* [DESCRIPTION OF THE TASK]
For the records below, output each line exactly as it appears, from the first through the line with "filter:drop-shadow(1px 0 #0a322b)".

──────── DATASET EXTRACT ────────

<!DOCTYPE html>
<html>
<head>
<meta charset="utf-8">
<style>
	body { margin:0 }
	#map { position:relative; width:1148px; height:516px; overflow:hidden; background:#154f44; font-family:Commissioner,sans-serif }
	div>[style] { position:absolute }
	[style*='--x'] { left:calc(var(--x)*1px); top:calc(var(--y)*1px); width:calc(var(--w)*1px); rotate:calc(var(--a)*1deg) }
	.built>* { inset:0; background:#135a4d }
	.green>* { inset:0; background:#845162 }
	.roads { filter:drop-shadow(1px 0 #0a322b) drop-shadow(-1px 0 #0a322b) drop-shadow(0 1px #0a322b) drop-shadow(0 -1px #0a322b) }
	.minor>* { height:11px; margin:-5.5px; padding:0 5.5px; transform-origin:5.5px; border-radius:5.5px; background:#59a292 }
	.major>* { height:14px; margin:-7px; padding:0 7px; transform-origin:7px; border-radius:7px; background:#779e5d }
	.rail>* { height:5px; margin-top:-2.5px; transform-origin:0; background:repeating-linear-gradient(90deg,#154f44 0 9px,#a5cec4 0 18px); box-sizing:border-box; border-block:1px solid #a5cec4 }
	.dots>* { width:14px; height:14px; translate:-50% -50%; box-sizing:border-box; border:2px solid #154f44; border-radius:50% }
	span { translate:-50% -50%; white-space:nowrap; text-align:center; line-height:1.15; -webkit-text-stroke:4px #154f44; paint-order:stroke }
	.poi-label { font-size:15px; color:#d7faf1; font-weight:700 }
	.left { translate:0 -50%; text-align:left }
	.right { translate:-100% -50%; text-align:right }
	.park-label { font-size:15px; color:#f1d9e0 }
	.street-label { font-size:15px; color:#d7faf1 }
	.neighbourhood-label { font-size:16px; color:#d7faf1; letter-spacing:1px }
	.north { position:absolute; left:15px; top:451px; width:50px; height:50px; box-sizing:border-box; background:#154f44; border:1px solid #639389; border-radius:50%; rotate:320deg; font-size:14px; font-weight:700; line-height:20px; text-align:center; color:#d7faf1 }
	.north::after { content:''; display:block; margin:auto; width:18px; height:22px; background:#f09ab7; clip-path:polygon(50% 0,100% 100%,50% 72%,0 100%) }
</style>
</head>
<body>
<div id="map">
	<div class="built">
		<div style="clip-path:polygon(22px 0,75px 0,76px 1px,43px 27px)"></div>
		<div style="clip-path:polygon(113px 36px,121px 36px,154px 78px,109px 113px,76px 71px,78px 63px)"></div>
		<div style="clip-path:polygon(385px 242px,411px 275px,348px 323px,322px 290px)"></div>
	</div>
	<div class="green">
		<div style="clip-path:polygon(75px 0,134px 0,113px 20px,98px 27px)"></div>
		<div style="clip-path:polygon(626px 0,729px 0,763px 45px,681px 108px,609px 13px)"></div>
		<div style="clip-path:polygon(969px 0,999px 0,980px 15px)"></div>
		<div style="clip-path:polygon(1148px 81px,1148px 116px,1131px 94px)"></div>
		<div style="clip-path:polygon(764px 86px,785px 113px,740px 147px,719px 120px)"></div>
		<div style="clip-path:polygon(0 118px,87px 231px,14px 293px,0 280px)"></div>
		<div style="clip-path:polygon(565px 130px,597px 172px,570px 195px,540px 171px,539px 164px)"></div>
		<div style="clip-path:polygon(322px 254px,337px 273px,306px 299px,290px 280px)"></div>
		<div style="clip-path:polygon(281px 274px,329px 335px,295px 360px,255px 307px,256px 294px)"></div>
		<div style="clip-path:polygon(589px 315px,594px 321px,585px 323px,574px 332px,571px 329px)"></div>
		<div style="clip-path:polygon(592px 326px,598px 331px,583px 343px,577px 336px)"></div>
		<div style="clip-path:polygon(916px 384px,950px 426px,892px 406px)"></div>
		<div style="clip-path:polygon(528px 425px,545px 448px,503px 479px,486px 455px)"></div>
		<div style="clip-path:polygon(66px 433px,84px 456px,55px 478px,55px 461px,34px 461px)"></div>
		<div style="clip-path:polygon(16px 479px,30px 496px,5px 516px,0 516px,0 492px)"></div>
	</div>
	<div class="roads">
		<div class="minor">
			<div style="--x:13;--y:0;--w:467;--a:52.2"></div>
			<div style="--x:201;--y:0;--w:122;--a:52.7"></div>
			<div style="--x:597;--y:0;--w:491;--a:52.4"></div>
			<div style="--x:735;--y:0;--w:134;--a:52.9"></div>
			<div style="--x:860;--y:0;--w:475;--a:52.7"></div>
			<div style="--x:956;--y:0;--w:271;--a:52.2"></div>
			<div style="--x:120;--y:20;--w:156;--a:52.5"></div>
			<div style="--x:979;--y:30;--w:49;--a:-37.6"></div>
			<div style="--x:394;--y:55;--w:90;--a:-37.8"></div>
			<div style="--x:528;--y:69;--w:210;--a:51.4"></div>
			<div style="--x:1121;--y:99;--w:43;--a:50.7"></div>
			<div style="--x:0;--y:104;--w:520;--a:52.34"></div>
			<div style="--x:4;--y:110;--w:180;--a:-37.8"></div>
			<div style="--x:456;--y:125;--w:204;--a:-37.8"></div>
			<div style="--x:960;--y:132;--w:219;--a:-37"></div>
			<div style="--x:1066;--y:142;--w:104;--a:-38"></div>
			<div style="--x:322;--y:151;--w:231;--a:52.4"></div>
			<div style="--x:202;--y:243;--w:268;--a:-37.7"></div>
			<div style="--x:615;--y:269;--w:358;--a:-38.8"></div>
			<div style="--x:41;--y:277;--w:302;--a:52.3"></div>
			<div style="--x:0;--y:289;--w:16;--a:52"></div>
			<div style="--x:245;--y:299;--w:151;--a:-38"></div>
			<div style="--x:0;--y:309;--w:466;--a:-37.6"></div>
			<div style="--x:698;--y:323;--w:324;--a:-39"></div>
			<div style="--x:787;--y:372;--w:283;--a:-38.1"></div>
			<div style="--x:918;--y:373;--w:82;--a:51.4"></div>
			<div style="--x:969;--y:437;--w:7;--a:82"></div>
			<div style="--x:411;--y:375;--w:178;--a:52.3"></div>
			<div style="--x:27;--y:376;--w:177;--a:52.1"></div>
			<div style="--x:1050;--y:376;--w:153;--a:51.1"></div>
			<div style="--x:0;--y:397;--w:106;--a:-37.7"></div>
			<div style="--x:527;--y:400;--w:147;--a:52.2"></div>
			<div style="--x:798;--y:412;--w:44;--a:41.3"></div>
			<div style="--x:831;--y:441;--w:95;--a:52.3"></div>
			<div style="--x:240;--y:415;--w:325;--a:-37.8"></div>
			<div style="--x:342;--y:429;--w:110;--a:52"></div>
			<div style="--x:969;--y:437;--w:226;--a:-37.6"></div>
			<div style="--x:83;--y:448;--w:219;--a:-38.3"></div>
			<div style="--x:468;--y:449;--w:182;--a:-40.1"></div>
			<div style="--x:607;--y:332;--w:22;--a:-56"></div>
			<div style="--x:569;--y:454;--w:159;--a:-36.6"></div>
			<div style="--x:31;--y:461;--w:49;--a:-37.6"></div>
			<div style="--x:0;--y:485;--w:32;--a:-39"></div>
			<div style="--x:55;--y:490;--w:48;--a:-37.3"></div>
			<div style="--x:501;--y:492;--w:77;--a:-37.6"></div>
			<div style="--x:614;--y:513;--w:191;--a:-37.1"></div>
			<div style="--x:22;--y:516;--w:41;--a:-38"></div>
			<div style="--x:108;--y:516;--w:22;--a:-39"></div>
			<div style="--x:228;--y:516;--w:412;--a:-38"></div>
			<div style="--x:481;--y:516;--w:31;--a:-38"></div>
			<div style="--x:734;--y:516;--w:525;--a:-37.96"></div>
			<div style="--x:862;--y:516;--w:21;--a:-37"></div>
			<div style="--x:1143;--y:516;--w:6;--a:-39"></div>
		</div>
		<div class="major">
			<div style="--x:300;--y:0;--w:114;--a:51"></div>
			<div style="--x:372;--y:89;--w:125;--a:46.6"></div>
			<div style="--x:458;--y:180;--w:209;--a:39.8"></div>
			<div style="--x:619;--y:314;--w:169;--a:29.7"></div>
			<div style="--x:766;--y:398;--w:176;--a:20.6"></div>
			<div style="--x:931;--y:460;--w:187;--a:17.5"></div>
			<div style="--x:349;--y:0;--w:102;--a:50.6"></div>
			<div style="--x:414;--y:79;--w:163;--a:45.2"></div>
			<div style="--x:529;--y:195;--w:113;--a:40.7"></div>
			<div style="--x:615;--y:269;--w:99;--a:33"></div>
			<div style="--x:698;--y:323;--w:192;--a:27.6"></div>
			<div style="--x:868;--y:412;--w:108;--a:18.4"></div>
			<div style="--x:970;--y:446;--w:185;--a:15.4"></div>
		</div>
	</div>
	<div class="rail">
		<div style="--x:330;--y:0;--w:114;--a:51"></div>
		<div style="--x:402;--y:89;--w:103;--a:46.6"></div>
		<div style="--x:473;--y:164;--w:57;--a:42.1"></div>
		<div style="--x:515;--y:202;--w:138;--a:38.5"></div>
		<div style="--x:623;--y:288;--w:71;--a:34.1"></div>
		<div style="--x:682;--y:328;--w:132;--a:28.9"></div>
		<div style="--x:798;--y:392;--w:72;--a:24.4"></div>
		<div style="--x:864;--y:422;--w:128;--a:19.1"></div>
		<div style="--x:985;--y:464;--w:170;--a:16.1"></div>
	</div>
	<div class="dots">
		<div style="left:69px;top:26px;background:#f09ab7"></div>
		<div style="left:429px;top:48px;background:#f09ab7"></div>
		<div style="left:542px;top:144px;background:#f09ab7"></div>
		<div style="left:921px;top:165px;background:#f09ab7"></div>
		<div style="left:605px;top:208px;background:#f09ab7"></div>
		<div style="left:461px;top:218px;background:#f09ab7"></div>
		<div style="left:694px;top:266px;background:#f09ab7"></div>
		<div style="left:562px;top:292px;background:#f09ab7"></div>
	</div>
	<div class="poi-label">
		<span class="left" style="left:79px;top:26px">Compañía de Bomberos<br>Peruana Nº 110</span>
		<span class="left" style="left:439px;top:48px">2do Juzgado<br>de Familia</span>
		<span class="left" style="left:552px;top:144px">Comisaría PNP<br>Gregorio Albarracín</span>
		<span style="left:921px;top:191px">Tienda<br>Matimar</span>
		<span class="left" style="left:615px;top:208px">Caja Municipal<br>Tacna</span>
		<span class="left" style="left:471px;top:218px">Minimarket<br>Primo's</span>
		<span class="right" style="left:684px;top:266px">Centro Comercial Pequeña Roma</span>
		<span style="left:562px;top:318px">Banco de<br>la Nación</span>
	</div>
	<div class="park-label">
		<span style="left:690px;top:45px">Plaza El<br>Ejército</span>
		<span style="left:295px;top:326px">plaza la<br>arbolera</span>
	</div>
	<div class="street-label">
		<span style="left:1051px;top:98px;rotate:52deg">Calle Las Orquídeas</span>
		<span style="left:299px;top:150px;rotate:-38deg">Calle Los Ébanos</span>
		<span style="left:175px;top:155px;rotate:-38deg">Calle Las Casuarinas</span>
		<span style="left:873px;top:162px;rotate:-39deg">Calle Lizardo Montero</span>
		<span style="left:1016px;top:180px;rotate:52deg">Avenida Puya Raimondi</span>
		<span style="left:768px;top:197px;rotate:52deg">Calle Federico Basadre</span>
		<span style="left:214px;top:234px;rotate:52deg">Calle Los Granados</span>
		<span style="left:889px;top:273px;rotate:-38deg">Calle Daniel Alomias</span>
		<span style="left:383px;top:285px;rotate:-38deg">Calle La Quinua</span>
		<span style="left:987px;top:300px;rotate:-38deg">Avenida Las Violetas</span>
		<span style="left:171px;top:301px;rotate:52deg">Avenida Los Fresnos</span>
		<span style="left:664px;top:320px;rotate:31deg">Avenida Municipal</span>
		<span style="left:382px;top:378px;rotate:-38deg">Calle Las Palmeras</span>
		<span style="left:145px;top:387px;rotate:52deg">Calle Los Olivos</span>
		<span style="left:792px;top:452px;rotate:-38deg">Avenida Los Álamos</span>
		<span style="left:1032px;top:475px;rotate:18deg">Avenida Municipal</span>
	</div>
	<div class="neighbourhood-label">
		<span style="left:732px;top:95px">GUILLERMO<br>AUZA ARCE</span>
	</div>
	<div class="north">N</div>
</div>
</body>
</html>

────────

* [ANSWER SPACE]
<!DOCTYPE html>
<html>
<head>
<meta charset="utf-8">
<style>
	body { margin:0 }
	#map { position:relative; width:1148px; height:516px; overflow:hidden; background:#154f44; font-family:Commissioner,sans-serif }
	div>[style] { position:absolute }
	[style*='--x'] { left:calc(var(--x)*1px); top:calc(var(--y)*1px); width:calc(var(--w)*1px); rotate:calc(var(--a)*1deg) }
	.built>* { inset:0; background:#135a4d }
	.green>* { inset:0; background:#845162 }
	.roads { filter:drop-shadow(1px 0 #0a322b) drop-shadow(-1px 0 #0a322b) drop-shadow(0 1px #0a322b) drop-shadow(0 -1px #0a322b) }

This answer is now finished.